Required action. List all lines in the material below that contain "Radcliffe".

Given entries START

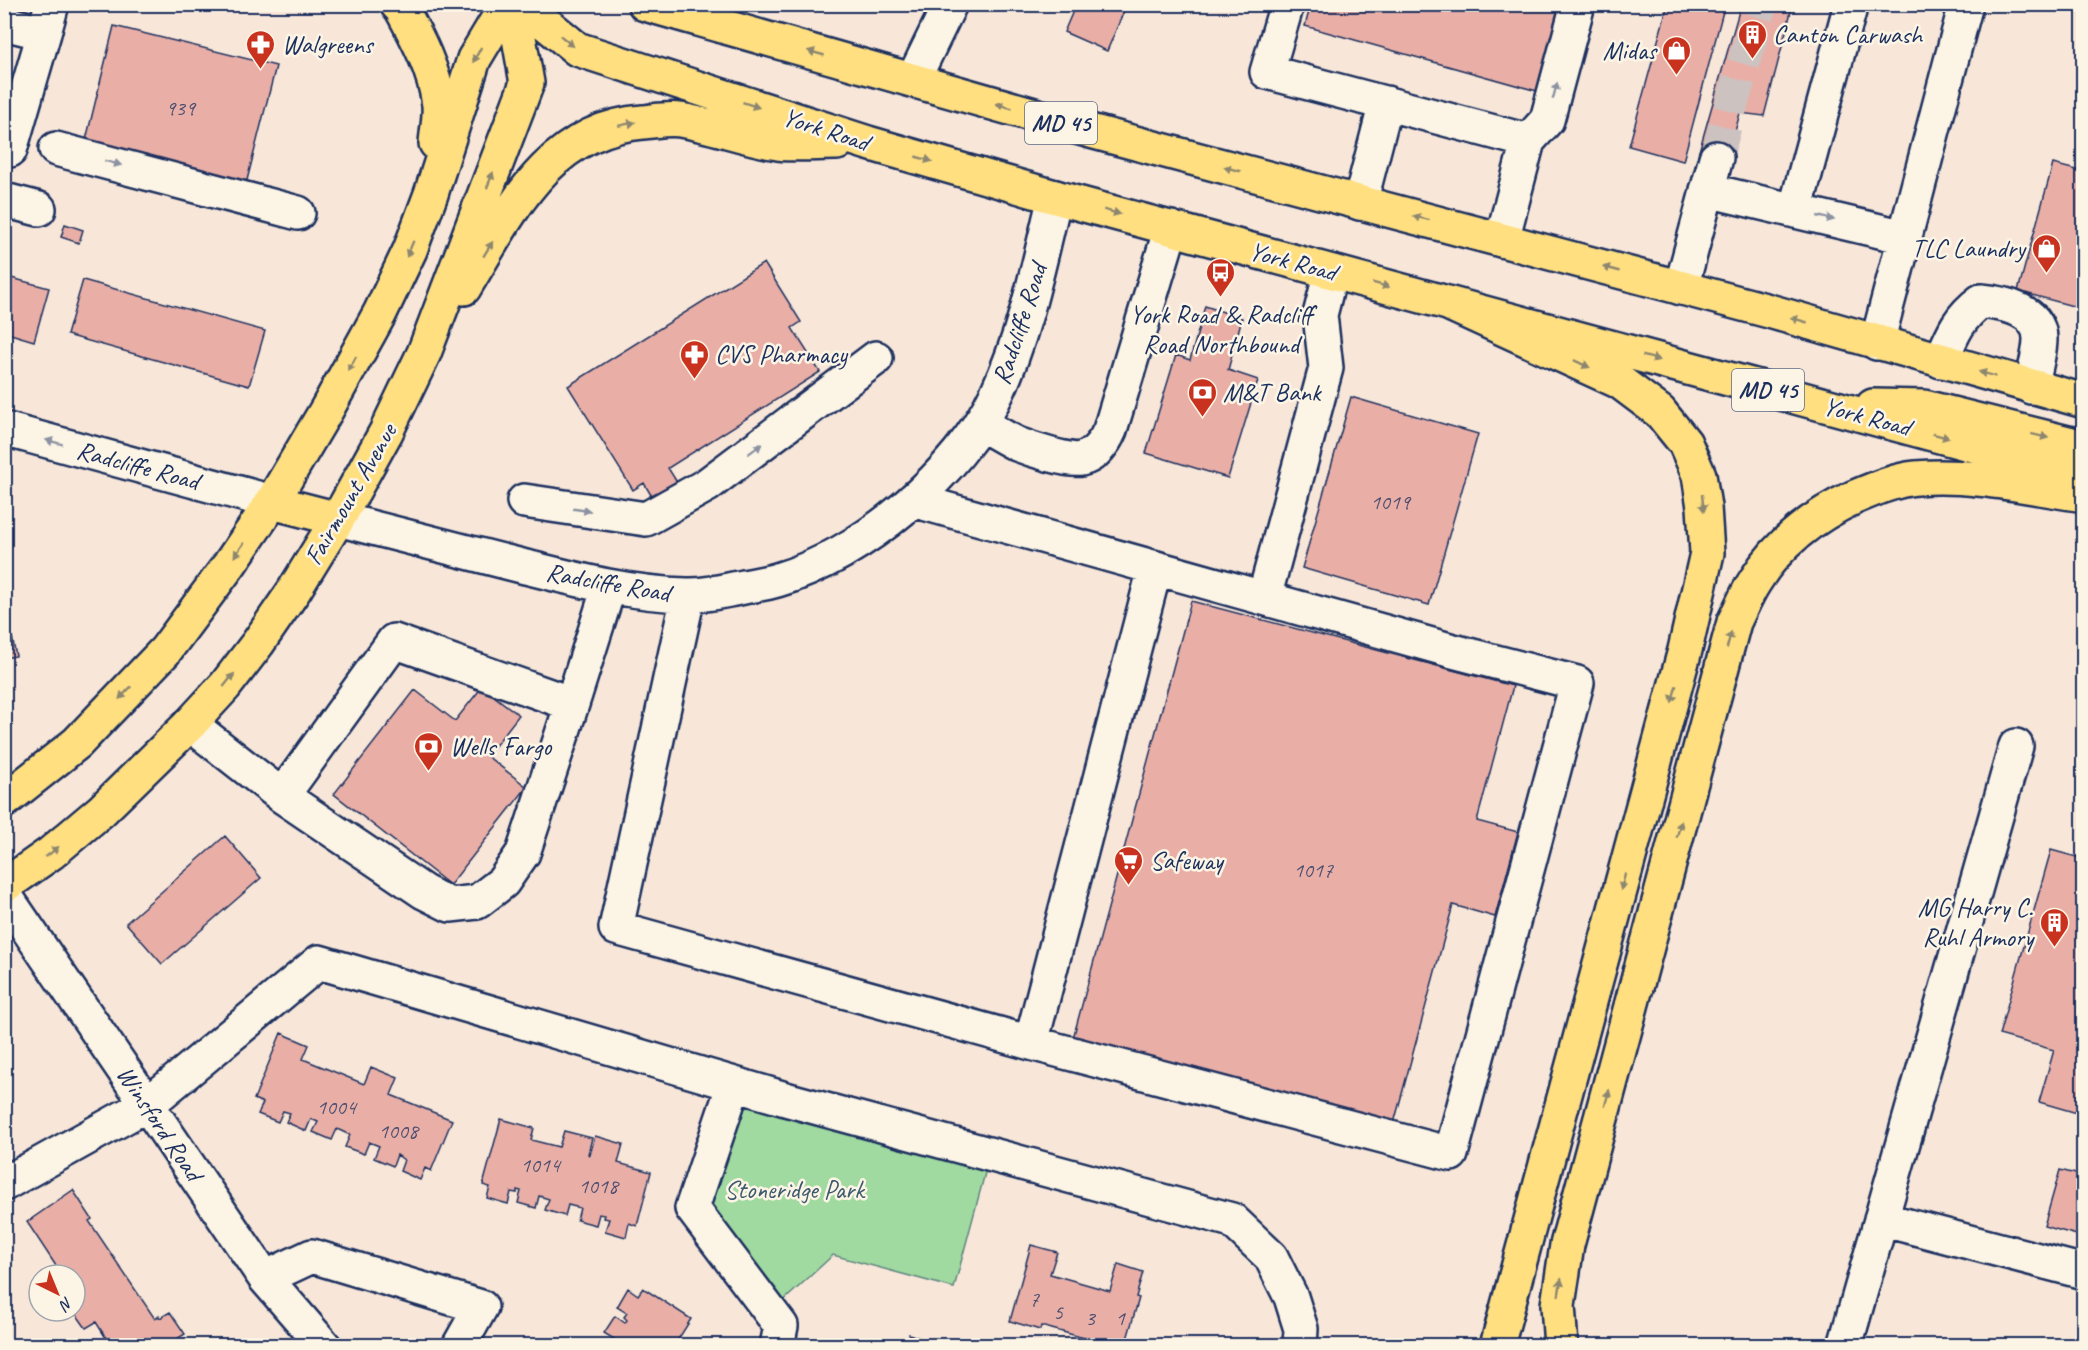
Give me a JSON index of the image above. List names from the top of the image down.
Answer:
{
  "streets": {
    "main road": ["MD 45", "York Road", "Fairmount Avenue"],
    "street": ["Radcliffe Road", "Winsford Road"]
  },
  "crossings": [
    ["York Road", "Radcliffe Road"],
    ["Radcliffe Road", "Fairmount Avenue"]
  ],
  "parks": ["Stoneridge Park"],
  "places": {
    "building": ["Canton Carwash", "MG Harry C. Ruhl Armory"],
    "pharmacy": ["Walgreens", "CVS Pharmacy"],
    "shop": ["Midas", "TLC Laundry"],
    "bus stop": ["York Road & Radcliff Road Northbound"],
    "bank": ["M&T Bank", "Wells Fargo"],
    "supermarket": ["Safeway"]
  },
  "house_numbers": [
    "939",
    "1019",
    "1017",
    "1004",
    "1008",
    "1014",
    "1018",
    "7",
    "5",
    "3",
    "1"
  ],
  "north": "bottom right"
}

Given entries END

Expected output.
    "street": ["Radcliffe Road", "Winsford Road"]
    ["York Road", "Radcliffe Road"],
    ["Radcliffe Road", "Fairmount Avenue"]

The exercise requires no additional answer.